(Data excerpts)
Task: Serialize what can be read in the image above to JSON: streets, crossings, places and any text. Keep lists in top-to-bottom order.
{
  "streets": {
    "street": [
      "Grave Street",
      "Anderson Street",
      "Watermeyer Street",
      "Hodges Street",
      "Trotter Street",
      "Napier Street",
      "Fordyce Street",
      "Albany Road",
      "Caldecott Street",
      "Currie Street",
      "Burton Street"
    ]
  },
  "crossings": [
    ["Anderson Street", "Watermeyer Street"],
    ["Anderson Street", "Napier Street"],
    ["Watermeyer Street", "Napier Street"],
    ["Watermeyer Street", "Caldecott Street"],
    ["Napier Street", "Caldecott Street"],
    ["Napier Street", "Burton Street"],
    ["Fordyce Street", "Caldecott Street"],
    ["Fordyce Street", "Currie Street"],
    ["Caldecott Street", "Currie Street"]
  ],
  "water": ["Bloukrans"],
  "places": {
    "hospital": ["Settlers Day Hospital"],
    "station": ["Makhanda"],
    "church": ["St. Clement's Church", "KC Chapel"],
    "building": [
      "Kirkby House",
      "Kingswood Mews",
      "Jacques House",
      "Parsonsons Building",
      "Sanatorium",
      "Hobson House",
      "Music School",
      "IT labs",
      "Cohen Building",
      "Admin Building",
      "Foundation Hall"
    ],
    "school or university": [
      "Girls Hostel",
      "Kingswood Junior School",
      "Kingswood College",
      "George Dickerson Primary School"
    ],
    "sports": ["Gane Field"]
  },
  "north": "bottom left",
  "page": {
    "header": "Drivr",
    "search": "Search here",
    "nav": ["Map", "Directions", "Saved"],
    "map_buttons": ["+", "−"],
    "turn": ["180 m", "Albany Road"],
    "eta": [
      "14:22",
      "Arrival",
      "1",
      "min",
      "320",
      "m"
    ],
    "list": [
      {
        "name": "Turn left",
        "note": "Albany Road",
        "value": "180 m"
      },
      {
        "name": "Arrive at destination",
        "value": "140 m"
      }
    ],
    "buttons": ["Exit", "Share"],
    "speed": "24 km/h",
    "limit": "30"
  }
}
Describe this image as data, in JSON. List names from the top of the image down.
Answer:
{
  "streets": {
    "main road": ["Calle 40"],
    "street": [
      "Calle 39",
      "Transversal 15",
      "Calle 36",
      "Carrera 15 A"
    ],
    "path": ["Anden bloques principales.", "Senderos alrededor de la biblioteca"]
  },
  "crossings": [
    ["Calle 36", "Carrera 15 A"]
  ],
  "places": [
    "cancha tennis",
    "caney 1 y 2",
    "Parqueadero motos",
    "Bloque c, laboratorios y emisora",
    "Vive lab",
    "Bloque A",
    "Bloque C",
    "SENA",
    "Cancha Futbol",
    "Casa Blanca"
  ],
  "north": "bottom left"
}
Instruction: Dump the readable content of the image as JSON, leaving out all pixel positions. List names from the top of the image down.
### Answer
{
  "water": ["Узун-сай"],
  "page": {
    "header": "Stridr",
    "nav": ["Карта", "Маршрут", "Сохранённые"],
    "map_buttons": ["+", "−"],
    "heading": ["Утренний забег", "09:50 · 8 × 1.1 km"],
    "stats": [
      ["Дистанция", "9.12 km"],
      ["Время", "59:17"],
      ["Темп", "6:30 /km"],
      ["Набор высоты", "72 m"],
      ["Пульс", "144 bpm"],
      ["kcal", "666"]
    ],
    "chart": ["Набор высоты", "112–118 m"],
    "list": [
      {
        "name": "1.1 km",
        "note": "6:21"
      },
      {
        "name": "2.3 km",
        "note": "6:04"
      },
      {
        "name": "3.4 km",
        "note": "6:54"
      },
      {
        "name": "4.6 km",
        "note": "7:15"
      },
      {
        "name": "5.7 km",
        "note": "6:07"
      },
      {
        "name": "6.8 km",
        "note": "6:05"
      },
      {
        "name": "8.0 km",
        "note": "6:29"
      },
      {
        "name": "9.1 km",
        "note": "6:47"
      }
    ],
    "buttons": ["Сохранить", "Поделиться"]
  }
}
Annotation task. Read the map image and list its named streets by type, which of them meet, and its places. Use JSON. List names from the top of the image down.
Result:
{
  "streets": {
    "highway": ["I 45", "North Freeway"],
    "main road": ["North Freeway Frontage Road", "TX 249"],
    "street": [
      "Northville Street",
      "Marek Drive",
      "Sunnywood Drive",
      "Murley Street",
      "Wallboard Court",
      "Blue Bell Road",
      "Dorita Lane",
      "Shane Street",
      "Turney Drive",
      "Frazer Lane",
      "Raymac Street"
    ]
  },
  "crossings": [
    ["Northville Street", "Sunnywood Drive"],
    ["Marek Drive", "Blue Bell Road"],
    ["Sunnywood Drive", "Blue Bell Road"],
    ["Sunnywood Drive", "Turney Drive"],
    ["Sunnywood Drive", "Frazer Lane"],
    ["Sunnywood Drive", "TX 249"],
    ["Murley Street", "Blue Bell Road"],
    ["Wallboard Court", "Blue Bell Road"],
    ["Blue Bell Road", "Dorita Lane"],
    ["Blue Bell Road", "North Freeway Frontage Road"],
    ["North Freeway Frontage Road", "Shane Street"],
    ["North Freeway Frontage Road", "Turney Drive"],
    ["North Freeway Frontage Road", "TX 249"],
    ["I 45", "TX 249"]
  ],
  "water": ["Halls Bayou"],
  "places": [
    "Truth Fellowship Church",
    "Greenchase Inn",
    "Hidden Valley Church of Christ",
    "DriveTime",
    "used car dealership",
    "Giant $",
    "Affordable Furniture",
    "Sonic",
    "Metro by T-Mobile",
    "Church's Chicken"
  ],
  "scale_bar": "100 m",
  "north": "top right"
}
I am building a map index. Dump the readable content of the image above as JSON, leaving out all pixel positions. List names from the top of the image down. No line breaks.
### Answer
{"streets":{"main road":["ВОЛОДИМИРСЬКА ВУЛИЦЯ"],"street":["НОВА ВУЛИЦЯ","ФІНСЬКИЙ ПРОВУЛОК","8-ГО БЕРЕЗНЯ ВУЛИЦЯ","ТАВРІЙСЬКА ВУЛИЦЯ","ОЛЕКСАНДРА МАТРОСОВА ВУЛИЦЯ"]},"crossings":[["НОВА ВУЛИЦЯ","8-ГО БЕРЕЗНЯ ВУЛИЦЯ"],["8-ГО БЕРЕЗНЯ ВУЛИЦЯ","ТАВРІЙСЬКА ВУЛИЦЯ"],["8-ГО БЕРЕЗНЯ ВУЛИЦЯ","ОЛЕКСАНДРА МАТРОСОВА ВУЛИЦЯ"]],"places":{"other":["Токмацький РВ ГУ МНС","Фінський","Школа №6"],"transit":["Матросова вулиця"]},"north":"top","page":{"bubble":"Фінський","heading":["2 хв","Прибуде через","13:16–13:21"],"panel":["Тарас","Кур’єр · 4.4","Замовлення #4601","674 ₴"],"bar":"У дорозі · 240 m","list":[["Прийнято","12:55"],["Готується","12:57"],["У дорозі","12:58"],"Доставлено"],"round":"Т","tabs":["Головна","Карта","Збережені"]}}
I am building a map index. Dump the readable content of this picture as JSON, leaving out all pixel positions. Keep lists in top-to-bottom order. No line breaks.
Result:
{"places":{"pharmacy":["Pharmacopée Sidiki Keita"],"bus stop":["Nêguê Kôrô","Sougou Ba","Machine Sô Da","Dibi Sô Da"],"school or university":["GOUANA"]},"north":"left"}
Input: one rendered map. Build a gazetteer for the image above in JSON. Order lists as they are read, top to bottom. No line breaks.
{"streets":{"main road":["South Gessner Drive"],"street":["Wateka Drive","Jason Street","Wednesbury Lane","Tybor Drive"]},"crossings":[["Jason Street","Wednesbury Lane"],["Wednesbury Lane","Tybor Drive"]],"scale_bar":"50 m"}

TASK TO CARRY OUT:
List the lines of the entries that include "Dorita".

COMPLETED TASK:
      "Dorita Lane",
    ["Blue Bell Road", "Dorita Lane"],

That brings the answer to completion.